(Collected data entries)
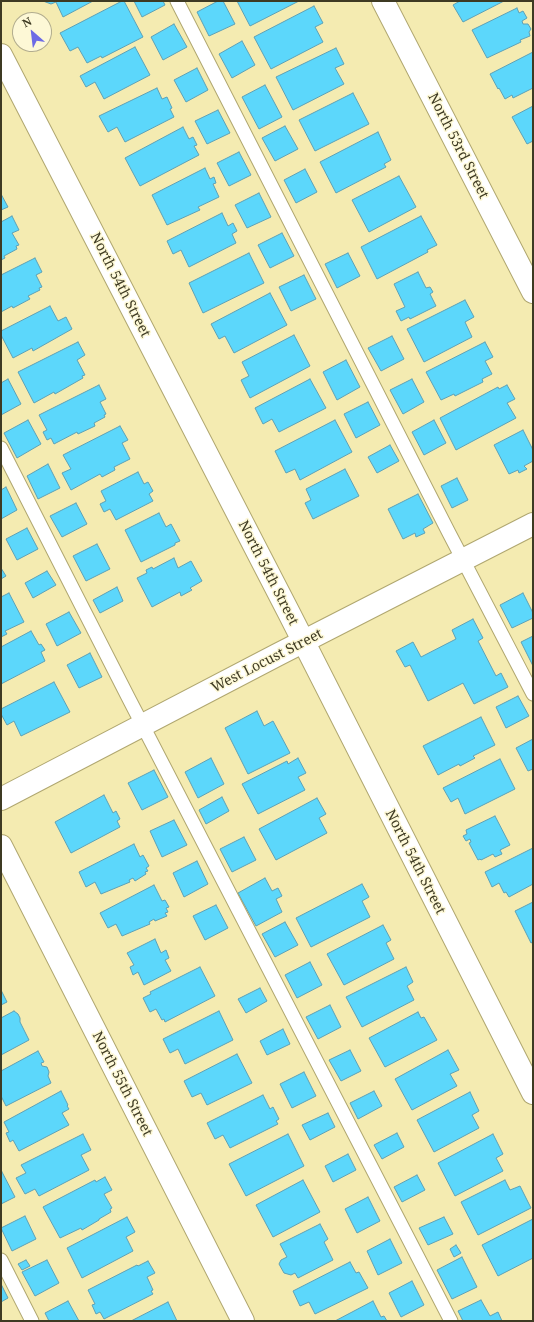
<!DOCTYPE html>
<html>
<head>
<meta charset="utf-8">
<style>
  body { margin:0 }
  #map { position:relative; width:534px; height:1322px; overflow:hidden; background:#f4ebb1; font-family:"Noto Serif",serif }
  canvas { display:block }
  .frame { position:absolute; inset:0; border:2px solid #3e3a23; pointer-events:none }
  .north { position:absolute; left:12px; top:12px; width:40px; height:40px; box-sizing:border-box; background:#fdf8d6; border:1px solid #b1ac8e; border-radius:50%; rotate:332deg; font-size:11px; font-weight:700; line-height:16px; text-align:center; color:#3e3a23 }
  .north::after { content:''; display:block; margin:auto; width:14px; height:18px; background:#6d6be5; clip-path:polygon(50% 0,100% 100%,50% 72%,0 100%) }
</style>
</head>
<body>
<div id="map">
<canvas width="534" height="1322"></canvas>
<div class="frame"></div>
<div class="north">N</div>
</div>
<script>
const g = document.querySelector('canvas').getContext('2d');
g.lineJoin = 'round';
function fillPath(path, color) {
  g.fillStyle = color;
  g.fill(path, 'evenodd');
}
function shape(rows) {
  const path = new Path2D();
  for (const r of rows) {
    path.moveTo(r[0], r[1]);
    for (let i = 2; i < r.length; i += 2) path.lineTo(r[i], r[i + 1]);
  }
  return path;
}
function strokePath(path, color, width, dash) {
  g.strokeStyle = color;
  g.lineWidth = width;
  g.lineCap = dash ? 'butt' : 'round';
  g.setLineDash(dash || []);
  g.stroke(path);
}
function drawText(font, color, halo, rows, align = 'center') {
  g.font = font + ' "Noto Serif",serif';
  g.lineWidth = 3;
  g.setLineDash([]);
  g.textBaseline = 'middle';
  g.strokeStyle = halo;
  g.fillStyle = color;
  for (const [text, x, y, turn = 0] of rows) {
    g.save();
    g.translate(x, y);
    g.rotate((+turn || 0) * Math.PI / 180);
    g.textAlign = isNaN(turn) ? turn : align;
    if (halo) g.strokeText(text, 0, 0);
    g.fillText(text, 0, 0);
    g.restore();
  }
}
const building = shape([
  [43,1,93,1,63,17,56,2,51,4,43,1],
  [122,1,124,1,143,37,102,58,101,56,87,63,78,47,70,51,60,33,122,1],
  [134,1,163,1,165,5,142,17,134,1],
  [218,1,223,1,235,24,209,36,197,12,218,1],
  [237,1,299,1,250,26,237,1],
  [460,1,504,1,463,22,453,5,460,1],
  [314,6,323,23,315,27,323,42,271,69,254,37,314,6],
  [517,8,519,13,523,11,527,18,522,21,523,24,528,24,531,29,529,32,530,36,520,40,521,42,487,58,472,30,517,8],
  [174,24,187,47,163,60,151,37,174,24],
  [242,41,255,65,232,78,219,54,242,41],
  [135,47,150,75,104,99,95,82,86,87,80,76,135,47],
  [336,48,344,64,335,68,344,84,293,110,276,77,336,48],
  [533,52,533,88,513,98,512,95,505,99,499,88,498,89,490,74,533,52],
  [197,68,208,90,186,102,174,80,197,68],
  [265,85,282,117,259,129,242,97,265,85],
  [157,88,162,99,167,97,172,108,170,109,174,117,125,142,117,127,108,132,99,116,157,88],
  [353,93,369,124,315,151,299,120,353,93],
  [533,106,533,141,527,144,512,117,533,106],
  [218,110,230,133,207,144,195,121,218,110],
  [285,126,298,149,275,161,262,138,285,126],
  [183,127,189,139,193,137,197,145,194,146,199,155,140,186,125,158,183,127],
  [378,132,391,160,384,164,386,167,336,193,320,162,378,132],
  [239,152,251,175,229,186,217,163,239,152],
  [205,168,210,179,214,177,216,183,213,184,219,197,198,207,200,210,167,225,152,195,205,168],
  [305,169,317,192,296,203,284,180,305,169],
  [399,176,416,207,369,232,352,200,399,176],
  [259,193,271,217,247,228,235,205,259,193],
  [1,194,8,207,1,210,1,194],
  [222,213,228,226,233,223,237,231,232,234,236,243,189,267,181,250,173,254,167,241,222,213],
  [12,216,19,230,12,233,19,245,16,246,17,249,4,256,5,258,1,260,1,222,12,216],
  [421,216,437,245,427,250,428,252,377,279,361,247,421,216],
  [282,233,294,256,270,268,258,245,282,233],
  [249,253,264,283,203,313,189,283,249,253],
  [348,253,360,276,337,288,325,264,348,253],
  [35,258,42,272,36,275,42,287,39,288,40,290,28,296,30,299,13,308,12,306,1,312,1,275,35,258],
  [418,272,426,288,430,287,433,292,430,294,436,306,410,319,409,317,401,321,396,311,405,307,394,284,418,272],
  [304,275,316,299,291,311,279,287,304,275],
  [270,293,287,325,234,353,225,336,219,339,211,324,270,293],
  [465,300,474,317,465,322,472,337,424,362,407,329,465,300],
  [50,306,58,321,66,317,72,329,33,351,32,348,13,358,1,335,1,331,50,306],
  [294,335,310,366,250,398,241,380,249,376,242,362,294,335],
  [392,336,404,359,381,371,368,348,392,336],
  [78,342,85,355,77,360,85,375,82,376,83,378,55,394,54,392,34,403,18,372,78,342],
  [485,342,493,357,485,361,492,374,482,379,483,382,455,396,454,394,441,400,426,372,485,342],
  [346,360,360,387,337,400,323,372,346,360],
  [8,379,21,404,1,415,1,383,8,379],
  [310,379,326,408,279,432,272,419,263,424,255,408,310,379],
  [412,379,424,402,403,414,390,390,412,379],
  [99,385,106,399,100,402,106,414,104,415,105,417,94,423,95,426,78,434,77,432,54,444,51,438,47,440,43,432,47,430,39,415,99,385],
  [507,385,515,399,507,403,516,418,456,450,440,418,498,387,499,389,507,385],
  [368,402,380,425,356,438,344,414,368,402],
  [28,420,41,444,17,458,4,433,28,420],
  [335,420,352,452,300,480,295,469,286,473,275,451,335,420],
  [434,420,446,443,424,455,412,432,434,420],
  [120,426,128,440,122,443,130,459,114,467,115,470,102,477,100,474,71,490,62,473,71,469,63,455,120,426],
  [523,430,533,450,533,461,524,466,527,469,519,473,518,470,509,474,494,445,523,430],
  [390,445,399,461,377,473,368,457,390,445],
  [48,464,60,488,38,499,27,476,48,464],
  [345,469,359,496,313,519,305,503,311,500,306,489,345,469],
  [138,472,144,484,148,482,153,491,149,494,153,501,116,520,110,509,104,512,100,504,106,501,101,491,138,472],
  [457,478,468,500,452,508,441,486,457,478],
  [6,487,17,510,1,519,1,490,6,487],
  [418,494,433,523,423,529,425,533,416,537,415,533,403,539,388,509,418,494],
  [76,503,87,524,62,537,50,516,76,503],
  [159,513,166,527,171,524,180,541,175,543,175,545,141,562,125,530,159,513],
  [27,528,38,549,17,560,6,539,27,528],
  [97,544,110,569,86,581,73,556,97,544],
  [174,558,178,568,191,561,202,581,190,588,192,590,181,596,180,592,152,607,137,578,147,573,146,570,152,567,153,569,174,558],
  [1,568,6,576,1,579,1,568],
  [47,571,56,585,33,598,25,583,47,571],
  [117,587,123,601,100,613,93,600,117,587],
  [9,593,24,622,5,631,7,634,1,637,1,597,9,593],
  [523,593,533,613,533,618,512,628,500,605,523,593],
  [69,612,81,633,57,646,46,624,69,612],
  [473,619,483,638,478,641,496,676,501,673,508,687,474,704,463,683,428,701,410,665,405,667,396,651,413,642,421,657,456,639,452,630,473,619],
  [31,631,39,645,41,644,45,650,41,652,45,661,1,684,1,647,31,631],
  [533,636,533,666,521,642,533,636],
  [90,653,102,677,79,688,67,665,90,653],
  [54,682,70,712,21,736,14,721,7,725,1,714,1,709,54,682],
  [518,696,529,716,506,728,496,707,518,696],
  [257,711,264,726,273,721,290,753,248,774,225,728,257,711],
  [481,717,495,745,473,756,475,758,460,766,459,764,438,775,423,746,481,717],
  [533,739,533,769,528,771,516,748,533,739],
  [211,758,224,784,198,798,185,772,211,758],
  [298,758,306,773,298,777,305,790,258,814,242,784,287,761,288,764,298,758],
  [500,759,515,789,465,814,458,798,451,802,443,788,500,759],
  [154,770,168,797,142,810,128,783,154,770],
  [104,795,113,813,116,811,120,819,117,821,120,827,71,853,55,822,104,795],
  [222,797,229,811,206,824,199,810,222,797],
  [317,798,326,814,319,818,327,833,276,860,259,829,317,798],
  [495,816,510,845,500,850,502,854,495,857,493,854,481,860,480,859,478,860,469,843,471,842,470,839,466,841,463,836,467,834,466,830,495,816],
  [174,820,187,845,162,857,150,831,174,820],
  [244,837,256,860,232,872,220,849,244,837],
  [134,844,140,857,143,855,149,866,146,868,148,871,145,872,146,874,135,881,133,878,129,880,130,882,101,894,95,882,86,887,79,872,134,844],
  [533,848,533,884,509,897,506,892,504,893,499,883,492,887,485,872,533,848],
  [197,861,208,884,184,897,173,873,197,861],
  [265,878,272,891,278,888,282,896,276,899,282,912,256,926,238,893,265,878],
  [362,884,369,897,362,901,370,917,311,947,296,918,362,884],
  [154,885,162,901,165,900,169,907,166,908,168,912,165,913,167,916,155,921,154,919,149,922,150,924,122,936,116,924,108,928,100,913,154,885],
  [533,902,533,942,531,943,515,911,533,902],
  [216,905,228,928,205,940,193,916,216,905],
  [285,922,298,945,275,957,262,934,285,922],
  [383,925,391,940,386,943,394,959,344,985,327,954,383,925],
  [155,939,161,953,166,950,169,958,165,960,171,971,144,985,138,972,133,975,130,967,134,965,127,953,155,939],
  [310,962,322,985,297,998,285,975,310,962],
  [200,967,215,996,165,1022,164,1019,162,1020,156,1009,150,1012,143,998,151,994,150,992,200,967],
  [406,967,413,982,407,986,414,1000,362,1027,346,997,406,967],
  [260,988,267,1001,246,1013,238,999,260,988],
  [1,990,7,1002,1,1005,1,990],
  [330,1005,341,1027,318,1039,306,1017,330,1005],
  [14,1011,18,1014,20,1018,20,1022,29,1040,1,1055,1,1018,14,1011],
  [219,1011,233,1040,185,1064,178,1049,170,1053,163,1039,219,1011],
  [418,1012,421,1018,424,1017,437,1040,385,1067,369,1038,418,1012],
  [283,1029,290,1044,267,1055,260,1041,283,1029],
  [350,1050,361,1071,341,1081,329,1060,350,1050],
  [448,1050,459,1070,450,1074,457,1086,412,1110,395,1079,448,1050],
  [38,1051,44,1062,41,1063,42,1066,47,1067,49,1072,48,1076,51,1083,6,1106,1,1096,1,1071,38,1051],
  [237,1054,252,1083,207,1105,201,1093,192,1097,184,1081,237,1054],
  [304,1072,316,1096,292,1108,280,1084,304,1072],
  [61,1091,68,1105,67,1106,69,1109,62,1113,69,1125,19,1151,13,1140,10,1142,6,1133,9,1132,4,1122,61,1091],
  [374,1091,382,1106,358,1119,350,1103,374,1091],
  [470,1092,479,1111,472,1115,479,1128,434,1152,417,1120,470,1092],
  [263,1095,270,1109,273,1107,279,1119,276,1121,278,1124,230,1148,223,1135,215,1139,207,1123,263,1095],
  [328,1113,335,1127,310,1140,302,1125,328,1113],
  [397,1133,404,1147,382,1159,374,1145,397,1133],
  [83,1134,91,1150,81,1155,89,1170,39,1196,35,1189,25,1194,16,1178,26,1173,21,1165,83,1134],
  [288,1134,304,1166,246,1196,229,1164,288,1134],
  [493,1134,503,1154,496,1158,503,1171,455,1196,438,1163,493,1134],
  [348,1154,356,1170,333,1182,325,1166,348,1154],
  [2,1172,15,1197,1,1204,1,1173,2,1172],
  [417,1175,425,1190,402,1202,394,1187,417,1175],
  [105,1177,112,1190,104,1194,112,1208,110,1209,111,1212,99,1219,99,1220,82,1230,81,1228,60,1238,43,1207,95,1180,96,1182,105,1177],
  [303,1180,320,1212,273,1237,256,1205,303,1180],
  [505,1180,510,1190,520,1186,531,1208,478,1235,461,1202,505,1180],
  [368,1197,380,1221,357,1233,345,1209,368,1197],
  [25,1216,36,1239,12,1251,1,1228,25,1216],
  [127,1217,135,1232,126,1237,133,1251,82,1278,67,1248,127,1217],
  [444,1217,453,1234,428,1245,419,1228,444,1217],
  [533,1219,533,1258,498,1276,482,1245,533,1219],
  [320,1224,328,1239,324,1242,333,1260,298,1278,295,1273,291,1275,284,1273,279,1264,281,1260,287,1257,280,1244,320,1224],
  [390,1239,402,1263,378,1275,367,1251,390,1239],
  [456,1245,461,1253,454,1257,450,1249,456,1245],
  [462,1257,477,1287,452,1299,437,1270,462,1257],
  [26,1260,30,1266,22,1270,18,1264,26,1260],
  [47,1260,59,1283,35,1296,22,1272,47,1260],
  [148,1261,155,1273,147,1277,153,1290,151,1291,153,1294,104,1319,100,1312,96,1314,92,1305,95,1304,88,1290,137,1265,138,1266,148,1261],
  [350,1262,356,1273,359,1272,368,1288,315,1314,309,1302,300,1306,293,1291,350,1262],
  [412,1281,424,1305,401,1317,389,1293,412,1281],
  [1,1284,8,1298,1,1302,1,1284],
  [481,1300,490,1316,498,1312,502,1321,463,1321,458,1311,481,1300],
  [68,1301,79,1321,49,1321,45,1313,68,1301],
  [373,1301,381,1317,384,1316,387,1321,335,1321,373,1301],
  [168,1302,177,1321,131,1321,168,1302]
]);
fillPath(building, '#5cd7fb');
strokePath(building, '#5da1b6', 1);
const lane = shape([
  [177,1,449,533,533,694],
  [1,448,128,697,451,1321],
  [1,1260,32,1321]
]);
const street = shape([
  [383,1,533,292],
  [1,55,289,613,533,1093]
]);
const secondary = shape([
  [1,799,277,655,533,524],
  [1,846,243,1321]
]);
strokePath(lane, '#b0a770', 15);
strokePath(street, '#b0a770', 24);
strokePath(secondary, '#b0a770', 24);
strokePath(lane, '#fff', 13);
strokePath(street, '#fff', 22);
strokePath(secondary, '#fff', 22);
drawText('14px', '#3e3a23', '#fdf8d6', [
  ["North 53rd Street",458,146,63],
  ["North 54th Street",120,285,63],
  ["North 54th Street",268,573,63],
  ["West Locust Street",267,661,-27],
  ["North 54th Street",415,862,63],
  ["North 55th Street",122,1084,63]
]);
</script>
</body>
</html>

TASK DIRECTIONS
Look over the records above and copy each line that includes the string "secondary".

EXERCISE RESPONSE
const secondary = shape([
strokePath(secondary, '#b0a770', 24);
strokePath(secondary, '#fff', 22);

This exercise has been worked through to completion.